*** Opening Source data ***

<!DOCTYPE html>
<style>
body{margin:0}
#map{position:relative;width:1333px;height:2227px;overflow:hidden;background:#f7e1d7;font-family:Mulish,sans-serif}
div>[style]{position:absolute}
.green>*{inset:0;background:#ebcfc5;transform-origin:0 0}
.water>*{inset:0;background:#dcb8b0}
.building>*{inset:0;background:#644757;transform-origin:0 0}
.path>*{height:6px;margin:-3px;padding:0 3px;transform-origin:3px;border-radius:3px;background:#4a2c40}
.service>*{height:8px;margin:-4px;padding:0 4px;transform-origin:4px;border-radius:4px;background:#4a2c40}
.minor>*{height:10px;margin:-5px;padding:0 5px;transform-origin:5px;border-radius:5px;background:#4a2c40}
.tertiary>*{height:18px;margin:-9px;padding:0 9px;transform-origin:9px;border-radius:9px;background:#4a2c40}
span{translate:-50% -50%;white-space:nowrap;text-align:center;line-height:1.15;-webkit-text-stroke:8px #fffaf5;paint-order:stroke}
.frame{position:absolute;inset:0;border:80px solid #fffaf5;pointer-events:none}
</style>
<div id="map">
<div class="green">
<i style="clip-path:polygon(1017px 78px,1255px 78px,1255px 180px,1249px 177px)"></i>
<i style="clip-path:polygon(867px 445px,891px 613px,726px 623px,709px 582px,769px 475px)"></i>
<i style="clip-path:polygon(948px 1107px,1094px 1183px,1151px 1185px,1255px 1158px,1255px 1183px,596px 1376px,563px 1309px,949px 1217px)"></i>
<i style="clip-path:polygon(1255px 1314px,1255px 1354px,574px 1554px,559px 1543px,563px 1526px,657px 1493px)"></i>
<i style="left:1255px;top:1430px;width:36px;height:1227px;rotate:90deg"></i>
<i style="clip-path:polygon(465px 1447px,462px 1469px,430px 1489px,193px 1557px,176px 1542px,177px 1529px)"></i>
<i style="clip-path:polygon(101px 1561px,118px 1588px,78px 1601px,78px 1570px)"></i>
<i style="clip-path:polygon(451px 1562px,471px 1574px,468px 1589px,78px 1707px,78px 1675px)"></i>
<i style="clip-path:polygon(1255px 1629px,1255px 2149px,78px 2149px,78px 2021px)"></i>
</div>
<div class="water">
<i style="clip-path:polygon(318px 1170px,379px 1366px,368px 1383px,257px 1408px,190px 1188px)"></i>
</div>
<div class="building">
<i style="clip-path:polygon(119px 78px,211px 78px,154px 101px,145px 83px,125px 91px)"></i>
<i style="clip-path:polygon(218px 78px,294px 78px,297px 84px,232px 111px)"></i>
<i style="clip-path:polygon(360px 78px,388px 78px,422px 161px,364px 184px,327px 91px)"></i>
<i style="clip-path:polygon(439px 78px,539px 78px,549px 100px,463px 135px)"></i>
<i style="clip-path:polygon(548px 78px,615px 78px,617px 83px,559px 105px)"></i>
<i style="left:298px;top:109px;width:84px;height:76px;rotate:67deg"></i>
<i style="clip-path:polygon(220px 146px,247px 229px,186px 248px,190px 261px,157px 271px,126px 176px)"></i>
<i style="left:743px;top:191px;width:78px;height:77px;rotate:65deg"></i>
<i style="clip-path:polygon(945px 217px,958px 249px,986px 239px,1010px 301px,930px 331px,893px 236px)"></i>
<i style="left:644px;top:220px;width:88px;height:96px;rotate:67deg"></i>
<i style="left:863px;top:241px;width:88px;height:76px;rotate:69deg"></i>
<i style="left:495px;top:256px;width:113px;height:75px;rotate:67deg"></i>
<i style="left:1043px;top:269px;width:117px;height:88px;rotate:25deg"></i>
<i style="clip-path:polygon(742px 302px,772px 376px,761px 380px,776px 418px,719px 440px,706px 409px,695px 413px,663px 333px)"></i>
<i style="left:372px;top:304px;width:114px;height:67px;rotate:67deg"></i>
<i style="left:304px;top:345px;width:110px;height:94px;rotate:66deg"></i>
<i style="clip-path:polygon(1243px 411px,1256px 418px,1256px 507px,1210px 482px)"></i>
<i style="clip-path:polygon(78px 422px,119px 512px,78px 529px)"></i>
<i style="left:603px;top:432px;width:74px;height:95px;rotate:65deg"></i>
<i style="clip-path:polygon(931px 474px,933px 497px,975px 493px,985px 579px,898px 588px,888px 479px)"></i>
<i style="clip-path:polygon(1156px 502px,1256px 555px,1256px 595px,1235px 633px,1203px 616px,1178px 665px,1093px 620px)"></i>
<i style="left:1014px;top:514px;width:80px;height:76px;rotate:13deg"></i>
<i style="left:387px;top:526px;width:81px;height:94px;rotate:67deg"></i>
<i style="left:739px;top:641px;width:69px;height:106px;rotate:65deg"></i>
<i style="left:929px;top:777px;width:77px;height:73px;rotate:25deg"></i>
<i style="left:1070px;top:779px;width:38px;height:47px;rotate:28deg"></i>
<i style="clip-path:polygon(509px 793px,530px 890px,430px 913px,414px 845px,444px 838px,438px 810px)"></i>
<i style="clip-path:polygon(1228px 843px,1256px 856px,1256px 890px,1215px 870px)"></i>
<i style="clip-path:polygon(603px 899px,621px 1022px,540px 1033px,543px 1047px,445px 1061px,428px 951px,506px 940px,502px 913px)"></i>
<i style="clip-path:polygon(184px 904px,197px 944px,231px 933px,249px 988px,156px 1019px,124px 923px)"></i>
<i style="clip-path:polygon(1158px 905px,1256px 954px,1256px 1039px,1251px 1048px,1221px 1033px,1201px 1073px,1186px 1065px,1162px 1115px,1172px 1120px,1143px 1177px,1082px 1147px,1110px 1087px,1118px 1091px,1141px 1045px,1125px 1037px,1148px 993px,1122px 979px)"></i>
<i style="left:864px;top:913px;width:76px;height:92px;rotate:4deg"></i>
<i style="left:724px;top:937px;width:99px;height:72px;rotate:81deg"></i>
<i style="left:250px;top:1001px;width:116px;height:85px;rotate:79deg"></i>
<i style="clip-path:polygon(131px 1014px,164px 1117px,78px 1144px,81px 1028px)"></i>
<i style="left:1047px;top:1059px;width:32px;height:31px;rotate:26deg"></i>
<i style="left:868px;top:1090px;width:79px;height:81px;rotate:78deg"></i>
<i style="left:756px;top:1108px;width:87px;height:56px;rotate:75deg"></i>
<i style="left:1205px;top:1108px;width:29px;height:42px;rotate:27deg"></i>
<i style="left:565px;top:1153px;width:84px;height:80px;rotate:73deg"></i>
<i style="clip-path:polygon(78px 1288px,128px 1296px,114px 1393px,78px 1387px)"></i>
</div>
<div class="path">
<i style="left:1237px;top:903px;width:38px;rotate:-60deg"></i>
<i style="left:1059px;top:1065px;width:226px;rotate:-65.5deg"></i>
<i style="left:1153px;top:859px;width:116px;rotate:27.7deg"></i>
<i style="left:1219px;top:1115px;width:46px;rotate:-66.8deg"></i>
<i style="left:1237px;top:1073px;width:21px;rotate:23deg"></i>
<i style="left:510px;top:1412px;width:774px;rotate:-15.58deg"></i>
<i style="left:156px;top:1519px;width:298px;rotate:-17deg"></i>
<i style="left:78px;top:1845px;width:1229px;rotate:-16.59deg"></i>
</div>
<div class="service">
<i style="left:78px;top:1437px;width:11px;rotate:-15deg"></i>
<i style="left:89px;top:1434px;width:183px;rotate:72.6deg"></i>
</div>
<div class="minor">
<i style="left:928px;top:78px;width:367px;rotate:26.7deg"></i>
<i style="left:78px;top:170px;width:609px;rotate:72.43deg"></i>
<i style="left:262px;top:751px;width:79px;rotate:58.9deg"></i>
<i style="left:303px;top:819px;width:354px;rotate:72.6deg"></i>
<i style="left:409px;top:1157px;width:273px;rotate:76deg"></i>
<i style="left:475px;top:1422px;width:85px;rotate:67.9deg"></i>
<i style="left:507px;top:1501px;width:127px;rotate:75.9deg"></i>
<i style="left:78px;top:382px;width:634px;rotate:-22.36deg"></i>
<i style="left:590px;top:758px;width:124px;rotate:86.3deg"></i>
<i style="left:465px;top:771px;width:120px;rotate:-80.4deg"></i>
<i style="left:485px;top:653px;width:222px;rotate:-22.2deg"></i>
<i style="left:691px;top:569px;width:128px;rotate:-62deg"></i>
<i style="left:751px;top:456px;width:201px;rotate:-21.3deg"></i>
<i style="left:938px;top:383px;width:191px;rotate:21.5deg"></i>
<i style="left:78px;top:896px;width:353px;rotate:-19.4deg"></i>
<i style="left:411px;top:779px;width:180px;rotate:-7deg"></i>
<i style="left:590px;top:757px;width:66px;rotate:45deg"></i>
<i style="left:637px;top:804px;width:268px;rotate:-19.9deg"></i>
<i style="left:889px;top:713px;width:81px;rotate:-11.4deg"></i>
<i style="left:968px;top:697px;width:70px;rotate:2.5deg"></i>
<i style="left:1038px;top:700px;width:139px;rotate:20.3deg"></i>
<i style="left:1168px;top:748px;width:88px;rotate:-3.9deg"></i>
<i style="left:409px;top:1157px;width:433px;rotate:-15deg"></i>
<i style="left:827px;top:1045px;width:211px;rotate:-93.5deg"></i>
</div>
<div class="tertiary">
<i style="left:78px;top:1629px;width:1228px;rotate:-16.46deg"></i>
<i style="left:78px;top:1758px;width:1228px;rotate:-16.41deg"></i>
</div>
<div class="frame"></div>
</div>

*** Closing Source data ***

## Task objective
Each line of the data that holds "tertiary" should be copied.

## Solution for this problem
.tertiary>*{height:18px;margin:-9px;padding:0 9px;transform-origin:9px;border-radius:9px;background:#4a2c40}
<div class="tertiary">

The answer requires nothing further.